Oh great, another benchmark: Elixir Task vs Ruby Thread
Note: I'm on an M2 Pro (12 cores)
Yeah, benchmarks across languages usually suck and I'm not claiming that this one will be any better. I just want to share some interesting observations that I'm making this morning. My inspiration for this came from trying to see how much punishment a GenServer could take if I were to spin up thousands or millions of processes and then have those processes perform some operation on the server.

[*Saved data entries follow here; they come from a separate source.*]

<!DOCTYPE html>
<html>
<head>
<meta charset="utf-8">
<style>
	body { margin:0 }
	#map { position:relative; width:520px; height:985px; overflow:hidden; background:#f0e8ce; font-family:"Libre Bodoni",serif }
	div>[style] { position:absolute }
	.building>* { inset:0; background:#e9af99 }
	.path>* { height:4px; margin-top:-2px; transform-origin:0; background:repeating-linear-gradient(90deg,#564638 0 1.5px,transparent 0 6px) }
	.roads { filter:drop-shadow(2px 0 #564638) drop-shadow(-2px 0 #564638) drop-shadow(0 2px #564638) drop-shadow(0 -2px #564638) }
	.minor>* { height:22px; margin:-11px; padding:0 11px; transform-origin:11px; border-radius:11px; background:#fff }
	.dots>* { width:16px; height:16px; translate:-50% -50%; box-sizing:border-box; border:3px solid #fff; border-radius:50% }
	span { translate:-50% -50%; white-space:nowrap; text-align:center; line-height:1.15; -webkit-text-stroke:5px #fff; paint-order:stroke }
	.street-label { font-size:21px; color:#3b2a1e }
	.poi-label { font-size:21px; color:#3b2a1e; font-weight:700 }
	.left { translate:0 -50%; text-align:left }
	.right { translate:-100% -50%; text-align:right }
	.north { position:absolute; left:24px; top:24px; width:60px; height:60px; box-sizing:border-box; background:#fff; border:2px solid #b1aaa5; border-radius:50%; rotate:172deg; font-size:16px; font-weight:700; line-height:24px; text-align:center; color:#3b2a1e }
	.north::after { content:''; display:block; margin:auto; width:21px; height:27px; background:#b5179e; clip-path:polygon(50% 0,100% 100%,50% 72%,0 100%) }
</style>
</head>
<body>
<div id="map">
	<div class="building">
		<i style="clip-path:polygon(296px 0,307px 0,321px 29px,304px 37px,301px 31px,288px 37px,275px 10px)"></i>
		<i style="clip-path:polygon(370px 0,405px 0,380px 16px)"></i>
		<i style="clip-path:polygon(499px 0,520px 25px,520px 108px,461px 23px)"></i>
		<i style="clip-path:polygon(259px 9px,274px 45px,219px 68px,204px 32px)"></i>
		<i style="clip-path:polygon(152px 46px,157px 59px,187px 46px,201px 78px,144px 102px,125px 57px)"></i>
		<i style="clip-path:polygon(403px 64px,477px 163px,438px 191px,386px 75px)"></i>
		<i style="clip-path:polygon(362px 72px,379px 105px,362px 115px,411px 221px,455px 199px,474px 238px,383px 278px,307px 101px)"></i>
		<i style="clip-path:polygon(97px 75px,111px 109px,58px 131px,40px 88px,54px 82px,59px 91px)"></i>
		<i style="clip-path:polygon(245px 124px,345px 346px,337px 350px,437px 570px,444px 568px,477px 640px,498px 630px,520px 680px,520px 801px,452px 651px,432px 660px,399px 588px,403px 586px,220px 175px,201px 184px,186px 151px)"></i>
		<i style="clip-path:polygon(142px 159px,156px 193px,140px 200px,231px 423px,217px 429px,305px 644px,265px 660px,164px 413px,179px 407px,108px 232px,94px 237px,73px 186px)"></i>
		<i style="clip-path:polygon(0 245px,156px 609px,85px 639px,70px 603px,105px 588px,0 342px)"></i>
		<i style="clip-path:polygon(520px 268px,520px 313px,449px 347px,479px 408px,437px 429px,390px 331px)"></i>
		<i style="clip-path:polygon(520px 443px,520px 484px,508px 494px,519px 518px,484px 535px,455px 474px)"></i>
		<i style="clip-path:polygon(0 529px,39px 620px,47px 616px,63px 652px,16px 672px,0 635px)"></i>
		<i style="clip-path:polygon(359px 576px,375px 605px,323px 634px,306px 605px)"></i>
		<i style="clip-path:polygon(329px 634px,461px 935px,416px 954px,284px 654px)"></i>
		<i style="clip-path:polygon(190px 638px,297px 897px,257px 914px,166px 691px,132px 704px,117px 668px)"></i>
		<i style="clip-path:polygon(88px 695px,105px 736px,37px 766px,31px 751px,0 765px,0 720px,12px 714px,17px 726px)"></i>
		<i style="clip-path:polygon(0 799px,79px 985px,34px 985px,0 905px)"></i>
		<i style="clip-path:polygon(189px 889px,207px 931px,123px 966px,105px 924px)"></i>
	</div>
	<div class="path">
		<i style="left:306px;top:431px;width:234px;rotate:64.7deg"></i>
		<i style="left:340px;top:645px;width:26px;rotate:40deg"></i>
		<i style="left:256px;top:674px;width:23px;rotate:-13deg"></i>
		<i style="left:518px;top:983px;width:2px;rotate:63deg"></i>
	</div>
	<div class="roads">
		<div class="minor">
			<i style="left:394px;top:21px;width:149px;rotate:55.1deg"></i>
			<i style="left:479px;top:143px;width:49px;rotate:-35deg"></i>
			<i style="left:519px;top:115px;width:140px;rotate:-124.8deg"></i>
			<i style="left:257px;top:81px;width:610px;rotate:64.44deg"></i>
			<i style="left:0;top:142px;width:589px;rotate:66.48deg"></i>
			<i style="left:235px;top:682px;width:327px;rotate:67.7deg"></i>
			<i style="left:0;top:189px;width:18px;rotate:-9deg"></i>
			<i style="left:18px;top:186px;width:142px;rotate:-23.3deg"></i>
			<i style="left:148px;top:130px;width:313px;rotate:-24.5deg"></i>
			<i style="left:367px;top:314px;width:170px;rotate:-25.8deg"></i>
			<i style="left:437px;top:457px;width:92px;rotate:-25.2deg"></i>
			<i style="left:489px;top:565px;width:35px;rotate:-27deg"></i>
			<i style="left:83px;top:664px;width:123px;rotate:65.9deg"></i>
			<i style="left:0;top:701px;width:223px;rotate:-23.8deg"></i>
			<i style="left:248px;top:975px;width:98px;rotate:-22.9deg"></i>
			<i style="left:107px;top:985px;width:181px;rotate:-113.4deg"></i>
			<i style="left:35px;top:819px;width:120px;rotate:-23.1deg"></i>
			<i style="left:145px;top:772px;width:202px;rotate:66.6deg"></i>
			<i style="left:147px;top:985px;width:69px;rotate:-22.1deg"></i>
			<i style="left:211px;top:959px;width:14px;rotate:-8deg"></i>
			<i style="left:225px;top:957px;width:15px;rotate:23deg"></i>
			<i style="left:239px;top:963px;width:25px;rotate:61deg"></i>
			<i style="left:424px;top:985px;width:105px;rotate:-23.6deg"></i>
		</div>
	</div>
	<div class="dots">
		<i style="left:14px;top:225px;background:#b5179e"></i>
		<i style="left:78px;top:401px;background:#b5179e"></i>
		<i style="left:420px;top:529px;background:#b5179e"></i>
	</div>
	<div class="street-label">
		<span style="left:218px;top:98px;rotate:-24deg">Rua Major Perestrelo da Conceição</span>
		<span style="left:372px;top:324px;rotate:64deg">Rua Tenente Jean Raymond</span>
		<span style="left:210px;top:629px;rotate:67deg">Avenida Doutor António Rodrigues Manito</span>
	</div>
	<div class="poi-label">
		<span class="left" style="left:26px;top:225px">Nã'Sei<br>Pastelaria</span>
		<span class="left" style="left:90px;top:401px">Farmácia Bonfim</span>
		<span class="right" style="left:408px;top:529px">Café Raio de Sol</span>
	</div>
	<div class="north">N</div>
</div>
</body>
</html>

I wanted to know if it be able to handle the load and of course, how quickly would the entire operation take.
Elixir: Sequential addition
I first made a simple GenServer that would perform addition using the number passed into it.
defmodule Cache do
use GenServer
@impl true
def init(num), do: {:ok, num}
@impl true
def handle_call(:get, _from, state), do: {:reply, state, state}
@impl true
def handle_cast({:add, num}, state) do
{:noreply, num + state}
end
end
There's also a getter function to see what the current state is just so I could verify that every operation reached the GenServer and was processed (it did btw).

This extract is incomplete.